◆ What you have to do: Your answer must be a single number: how many lines of the data include "white".
───── Dataset extract ─────
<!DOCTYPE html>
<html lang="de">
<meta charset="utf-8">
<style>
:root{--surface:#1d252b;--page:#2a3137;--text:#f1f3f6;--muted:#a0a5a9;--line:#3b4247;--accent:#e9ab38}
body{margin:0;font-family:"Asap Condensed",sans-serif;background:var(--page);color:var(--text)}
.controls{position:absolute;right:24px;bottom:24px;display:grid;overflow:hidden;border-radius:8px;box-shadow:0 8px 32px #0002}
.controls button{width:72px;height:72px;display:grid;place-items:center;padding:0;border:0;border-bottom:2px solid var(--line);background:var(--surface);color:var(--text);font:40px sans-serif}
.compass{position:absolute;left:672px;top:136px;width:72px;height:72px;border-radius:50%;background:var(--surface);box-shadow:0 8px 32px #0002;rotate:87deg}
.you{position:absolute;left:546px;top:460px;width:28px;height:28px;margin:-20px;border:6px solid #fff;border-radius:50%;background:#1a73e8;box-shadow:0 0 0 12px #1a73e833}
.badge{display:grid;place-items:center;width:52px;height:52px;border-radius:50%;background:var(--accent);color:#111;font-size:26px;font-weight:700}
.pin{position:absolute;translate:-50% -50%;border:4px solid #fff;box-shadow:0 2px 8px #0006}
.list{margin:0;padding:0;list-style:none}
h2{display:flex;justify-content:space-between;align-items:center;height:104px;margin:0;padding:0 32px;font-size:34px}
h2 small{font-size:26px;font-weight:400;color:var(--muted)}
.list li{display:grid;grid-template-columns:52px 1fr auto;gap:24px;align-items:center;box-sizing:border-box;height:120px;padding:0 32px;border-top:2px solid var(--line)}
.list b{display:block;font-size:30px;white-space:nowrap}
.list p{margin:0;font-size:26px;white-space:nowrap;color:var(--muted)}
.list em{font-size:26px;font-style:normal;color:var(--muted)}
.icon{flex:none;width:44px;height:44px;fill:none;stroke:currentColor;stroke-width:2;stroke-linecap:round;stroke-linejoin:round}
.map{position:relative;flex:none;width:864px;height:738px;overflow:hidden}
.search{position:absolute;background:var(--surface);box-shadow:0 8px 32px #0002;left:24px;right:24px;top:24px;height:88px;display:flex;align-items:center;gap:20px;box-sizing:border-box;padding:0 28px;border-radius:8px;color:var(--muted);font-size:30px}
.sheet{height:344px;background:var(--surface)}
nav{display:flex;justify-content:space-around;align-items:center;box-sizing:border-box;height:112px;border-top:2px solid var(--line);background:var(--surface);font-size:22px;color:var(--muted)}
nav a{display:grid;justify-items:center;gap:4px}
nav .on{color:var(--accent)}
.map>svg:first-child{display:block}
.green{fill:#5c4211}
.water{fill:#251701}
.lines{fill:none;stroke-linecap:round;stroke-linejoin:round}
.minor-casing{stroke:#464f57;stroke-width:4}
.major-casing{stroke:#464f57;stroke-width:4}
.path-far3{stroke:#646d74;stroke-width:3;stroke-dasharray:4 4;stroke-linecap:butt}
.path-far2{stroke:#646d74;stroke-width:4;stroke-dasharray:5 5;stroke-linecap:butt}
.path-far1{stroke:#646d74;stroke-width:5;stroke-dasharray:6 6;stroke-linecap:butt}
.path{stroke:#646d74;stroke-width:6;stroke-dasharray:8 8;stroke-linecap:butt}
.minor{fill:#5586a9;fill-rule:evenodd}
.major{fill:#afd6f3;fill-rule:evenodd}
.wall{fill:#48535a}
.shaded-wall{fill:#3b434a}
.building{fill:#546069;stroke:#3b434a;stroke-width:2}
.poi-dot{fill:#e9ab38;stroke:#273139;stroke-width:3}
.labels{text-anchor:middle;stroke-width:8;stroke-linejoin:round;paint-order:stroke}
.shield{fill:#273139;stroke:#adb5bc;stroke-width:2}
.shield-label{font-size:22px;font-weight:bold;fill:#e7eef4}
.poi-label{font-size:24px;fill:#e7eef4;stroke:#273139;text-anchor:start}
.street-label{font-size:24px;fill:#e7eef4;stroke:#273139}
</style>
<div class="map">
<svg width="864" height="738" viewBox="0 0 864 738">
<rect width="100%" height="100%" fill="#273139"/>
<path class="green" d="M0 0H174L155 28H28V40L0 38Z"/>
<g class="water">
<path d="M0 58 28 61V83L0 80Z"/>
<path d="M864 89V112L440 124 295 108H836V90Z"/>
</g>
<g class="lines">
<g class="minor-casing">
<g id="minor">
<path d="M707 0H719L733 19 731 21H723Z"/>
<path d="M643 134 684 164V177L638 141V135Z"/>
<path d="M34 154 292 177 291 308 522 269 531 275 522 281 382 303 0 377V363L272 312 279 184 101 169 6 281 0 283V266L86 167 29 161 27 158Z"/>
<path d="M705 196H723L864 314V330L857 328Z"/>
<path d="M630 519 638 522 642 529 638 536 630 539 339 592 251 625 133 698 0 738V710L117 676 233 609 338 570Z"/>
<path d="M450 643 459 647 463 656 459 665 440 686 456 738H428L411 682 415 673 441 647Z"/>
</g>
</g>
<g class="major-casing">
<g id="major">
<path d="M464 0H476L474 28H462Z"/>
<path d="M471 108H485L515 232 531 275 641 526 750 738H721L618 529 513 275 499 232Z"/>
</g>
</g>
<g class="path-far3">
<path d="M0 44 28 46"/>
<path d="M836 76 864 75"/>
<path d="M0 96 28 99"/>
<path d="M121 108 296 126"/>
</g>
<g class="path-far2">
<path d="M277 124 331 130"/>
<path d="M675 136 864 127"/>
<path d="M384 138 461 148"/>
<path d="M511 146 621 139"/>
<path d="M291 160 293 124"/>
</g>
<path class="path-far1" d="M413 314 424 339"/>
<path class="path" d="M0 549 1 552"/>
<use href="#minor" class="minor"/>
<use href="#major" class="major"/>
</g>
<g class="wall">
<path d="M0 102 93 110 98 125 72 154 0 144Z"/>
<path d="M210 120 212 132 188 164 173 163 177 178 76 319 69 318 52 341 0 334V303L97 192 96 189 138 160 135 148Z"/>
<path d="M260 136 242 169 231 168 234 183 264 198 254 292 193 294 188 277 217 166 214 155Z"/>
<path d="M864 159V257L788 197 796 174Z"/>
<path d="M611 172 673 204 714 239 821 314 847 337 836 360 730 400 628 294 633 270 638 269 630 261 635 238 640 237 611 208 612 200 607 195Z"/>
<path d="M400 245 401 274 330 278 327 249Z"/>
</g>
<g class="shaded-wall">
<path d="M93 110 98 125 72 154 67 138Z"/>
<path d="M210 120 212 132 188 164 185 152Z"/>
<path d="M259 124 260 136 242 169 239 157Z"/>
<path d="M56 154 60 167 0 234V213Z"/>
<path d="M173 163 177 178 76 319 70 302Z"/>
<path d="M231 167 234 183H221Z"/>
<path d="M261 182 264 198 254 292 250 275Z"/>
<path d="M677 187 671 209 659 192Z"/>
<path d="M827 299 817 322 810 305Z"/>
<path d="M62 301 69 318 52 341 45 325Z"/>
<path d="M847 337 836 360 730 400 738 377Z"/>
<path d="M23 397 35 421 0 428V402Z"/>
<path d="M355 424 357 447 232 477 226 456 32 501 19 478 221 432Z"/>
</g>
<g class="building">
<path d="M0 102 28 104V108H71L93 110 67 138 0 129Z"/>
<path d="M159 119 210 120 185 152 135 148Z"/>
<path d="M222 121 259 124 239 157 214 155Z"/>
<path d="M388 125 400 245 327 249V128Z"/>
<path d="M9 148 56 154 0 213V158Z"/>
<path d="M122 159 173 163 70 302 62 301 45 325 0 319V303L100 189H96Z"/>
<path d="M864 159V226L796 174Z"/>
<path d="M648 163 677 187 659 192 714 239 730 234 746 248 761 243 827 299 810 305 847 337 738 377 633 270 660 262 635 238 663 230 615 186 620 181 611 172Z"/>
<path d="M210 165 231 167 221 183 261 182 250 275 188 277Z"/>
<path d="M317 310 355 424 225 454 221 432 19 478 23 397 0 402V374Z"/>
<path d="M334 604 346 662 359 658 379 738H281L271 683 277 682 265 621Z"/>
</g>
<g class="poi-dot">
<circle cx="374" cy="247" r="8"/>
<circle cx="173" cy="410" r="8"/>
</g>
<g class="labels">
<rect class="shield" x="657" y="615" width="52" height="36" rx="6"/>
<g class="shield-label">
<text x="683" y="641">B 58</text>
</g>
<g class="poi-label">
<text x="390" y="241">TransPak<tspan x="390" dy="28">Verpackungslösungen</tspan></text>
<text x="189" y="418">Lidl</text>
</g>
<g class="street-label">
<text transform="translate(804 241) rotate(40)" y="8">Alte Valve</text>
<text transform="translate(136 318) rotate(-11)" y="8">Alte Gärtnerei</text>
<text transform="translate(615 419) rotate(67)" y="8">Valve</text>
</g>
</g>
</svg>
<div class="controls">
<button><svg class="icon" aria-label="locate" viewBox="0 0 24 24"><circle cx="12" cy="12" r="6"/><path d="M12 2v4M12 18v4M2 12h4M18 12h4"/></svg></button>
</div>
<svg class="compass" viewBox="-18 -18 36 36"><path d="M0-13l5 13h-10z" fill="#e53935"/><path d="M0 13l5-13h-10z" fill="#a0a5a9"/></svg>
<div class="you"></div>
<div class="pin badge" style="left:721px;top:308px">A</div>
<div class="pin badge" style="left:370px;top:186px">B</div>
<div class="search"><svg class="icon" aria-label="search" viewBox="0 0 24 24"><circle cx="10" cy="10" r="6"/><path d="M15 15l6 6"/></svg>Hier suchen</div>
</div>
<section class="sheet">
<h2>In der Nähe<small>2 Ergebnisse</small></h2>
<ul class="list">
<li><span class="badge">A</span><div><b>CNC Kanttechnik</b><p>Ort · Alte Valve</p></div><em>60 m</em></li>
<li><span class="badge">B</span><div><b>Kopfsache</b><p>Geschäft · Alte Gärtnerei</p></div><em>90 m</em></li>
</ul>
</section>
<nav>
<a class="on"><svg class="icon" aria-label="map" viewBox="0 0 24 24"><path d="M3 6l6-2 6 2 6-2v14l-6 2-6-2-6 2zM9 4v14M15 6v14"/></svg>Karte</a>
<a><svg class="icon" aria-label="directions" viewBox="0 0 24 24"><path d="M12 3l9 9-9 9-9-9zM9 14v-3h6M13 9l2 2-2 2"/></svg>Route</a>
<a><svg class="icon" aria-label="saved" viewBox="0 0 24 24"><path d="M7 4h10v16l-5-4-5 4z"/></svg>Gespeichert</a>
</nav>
─────
◆ Exercise output: 2